In the realm of machine learning engineering, scoping, data handling, modelling and deployment are the main recursive processes of a project lifecycle. Of note, data cleaning and preparation are considered the early stages of any Data Science project pipeline, yet they are of paramount importance to the model’s accuracy. In simple terms:

Garbage in, garbage out.

Diagram from the lecture slides of MLOps Specialization by DeepLearning.ai (Source)
Diagram from the lecture slides of MLOps Specialization by DeepLearning.ai (Source)

For structured tabular data, data preprocessing may take the form of imputation of missing data or standardizing values of certain classes (e.g. lowercasing of strings that are refer to similar class).
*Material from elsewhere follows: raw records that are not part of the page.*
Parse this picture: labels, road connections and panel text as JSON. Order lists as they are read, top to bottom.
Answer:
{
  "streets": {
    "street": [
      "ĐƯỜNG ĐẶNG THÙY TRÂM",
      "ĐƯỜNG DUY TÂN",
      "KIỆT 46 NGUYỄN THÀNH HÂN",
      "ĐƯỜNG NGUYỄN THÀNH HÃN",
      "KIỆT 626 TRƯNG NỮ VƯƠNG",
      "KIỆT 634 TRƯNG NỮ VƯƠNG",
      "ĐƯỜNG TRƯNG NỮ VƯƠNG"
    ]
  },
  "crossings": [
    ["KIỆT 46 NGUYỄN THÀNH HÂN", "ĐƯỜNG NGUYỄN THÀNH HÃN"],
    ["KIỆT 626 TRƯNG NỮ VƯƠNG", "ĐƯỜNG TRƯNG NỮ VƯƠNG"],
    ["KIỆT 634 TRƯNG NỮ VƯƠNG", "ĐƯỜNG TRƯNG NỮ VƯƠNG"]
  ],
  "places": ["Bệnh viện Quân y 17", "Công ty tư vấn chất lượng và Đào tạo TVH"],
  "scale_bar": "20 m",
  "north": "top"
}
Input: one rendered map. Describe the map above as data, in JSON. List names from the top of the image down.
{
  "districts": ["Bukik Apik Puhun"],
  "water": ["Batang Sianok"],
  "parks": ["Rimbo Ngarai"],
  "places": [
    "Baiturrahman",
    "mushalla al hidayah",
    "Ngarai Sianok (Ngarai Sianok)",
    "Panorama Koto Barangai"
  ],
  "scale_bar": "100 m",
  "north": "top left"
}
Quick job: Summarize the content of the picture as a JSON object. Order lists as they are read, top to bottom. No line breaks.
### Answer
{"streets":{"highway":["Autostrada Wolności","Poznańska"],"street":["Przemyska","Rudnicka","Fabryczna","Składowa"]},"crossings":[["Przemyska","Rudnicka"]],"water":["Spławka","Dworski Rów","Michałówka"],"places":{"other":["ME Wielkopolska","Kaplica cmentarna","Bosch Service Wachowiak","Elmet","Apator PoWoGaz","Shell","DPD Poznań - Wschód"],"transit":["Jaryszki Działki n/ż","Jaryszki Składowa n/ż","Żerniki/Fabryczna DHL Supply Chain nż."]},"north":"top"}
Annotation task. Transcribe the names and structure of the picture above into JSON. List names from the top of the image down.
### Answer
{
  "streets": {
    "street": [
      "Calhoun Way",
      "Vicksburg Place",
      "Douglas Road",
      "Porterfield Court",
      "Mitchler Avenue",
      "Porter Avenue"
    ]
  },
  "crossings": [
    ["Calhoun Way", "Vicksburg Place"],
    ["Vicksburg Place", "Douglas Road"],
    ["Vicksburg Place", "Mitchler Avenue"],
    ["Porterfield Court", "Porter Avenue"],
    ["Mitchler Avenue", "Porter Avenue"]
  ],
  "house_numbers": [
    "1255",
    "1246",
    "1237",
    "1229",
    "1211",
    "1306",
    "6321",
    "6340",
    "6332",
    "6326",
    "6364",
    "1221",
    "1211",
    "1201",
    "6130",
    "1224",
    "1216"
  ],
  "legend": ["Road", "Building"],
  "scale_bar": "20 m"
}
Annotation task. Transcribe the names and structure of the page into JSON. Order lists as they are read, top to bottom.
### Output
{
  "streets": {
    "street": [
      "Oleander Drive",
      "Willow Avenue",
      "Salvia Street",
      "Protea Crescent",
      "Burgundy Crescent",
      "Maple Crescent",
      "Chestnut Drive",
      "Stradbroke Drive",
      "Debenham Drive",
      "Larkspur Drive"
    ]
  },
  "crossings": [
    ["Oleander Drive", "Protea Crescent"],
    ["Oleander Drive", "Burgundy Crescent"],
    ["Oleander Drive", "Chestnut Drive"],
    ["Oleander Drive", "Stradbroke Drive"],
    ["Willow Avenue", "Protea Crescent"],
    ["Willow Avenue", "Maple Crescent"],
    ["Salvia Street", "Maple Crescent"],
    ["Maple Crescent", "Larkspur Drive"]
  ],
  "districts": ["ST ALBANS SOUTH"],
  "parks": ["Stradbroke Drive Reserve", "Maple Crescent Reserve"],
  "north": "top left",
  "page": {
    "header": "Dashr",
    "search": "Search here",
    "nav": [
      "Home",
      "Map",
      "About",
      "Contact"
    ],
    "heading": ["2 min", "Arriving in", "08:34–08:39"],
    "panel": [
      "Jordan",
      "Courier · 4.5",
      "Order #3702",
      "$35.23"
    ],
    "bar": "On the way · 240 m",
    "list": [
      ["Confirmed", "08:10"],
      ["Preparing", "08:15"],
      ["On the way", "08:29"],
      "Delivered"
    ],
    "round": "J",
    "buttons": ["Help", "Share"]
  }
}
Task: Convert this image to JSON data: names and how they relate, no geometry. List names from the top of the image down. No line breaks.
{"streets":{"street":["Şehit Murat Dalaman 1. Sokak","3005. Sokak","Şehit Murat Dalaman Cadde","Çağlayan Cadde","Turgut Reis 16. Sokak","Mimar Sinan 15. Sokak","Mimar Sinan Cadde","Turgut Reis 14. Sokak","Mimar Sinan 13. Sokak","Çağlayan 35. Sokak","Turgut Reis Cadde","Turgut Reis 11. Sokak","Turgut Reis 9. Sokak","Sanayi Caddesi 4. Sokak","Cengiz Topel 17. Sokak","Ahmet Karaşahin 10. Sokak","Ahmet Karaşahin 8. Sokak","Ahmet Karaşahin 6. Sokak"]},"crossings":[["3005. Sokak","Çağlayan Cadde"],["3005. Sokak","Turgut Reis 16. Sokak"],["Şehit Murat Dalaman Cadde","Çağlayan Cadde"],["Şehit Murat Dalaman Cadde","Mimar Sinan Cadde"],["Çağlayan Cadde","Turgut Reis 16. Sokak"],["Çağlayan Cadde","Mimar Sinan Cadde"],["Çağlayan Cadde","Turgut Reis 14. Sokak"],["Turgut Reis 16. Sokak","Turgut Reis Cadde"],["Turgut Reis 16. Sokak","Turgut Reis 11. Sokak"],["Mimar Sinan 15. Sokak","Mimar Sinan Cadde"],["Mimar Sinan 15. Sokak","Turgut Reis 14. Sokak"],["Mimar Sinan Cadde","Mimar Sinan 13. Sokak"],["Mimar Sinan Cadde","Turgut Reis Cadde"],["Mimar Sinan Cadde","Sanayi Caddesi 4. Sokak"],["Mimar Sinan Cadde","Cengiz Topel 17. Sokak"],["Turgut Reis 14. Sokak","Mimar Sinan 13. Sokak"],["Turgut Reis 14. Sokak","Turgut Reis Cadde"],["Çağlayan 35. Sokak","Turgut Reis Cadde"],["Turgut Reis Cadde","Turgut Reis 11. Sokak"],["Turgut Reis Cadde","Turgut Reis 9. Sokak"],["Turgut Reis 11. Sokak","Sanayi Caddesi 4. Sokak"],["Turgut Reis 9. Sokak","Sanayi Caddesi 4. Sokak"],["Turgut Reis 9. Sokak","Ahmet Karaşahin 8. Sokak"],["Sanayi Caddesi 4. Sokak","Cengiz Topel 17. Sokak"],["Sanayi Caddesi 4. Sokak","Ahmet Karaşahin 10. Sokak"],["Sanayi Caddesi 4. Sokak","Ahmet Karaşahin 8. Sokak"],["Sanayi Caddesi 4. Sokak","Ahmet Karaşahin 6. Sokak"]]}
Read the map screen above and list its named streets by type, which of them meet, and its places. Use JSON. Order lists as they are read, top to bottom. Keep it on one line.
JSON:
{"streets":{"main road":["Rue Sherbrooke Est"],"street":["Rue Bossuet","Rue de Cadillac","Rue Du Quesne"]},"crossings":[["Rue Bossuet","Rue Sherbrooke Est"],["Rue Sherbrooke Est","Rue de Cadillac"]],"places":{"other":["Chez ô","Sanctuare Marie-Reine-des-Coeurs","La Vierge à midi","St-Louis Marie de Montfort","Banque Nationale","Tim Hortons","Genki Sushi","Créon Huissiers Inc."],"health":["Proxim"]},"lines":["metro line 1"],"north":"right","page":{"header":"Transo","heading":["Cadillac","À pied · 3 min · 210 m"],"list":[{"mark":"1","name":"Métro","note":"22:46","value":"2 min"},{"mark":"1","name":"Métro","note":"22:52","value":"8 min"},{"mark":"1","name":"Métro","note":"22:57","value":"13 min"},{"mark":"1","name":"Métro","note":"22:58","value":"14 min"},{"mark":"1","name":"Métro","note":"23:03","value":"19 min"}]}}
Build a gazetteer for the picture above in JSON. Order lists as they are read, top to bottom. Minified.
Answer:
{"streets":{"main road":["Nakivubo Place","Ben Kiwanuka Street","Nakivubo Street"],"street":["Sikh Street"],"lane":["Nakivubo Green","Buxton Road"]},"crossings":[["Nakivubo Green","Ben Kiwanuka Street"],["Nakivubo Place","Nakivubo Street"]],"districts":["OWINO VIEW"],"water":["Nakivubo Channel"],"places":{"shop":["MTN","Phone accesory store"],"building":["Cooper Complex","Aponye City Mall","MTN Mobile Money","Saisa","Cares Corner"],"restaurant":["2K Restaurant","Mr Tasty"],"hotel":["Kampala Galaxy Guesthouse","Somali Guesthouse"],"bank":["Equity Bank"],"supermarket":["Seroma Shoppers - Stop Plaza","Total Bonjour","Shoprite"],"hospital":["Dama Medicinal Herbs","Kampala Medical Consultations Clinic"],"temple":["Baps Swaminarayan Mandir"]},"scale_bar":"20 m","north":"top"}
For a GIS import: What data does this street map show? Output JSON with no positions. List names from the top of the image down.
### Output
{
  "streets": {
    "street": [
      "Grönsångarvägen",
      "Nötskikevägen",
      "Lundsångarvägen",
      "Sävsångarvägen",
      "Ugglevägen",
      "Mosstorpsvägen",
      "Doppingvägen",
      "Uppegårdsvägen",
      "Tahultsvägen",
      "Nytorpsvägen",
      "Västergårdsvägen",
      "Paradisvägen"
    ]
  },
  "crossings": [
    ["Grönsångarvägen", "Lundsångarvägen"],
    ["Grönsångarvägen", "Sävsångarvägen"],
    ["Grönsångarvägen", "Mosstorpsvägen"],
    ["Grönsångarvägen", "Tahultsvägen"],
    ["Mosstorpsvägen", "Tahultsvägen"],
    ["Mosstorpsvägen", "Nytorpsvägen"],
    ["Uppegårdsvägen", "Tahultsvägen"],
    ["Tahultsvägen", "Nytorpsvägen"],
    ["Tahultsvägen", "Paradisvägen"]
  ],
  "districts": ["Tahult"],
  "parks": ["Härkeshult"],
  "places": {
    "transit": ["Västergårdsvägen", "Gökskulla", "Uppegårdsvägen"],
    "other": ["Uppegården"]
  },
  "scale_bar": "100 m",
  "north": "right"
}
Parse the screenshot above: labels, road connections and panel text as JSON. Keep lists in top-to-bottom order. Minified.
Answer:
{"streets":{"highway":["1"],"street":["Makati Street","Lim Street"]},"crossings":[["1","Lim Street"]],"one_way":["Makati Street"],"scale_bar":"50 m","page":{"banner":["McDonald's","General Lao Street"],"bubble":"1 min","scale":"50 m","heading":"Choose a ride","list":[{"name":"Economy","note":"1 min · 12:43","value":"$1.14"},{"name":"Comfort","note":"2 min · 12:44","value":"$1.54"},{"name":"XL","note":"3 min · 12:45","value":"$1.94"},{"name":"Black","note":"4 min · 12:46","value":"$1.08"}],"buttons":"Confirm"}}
Yet for this tutorial, we will be touching on data preprocessing method on unstructured data from another sub-field, Natural Language Processing (NLP) – text data.

1. Text Preprocessing – Tokenization

If images (another unstructured data) are considered spatial data, then text should be considered sequential data, with information of text being derived, after tokens (words or characters) are processed in complete order.

Each text token can be word, number, symbol, punctuation and so on, which carry a certain meaning, and thus can be seen as an element of semantics.

The process of obtaining a list of tokens from text is a preprocessing step called tokenization, after which tokens are converted into one-hot vectors to be fed into any downstream models, such as transformers or bi-directional LSTM for NLP task like machine translation, summarization, sentiment analysis and coreference resolution, to name a few. (An n-dimensional vector embeddings can then be derived for each token after the training process, which encapsulate a certain meaning.)

If the NLP task process text on a character level, tokenization is very easy, as shown in the following snippet of code:

Character level tokenization. Image by Author.
Character level tokenization. Image by Author.

Nonetheless most NLP task usually process text on a word level. And word tokenization can easily be done using some popular NLP libraries in Python such as NLTK or spaCy, as shown below:

Word level tokenization. Image by Author.
Word level tokenization. Image by Author.

One issue with the above method of tokenization is that the the method of tokenizing is either fixed or not easily customizable. This problem is further exacerbated when the text is messy, containing HTML tags for instance, or comprise of text you wish to omit, such as numbers, web-links, emails or even symbolic expletives.

Typical word tokenizers do not automatically clean text. Image by Author.
Typical word tokenizers do not automatically clean text. Image by Author.

The second issue can be solved with manual text cleaning, by substituting away unwanted text with an empty string. This is fine, provided you can account for all variations of unwanted text. However this is tedious, especially if you have a huge corpus, comprising of millions of text documents. Hence, with this, sometimes we might end up with uncleaned tokens that are passed down to downstream models.

What if we could combine text cleaning together with tokenization in a single step? In other words, instead of filtering away unwanted text before tokenization, could we achieve a rules-based tokenization only based on text we want to include?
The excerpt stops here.